Fiquei ali por um tempo, aproveitando o silêncio e o calor, levemente desconfortável. então abri a janela e um sopro de ar fresco deslizou para o meu colo, pescoço, ouvidos e rosto. 

 Imediatamente o cheiro, o calor e o silêncio me remeteram ao passado, talvez uns 10 ou mais anos atrás (não muito, mas considerando que tenho 24 anos, um bom retrocesso), quando eu estava na mesma situação. Talvez a percepção do momento como idêntico ao passado (e digo idêntico porque parecia que se eu pegasse um espelho e me olhasse, veria refletido um menino de 12 ou 13 anos), se devesse  não somente aqueles 3 fatores, temperatura, sons e odores, mas sim a uma complexa reunião de outros detalhes que eu não estivesse percebendo, como explica Poe no começo do conto "A queda da casa de Usher", e que fossem pouco perceptíveis sozinhos mas tivessem um grande impacto sobre o panorama geral quando agrupados.

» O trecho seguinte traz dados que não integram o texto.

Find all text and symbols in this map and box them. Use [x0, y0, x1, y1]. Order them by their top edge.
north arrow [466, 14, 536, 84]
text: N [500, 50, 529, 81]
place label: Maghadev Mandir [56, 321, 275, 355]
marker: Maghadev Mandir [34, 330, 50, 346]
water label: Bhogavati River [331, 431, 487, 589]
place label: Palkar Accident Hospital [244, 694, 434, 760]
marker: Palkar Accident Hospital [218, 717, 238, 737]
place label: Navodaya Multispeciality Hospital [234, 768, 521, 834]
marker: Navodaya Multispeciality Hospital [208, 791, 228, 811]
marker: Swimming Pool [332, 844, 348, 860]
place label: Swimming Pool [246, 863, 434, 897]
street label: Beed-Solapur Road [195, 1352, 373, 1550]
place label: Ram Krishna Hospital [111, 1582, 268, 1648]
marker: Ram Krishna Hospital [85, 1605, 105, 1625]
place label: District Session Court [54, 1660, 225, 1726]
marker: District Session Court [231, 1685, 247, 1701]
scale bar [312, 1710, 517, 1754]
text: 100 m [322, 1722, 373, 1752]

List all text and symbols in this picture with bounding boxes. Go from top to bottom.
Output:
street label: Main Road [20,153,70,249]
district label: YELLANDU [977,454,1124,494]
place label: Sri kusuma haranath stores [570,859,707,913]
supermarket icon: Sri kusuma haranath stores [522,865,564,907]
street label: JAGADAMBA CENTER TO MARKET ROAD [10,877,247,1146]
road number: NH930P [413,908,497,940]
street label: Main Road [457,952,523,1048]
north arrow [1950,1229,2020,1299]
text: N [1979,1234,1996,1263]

Sobre isso tudo eu já pensei e apenas revi as idéias naquele momento. O que surgiu de novo foi uma outra idéia. Supomos que um determinado cômodo de uma casa tenha permanecido imutável ao longo dos últimos 80 anos. Mesmo entrando nele você provavelmente não vai ter uma idéia de como ele era há tanto tempo atrás, pois a percepção de um ambiente não é apenas visual. Supondo que essas condições se repitam, existindo neste aposento dois dias de verão idênticos, com o cheiro de flores de glicínia entrando pela janela e trovões ecoando ao longe, mas separados por 60 anos. As paredes brancas de mármore e os painéis de madeira, assim como o marco da janela e o carpete felpudo permanecem os mesmos. Apenas no dia de hoje, quando as outras condições se repetem, o menino de 9 anos, deitado no carpete sem camisa, ouvindo os trovões ao longe, agora é um senhor de quase 70, deitado da mesma maneira e, se tiver os sentidos preservados, sentindo a mesma coisa, como se tivesse voltado ao passado. 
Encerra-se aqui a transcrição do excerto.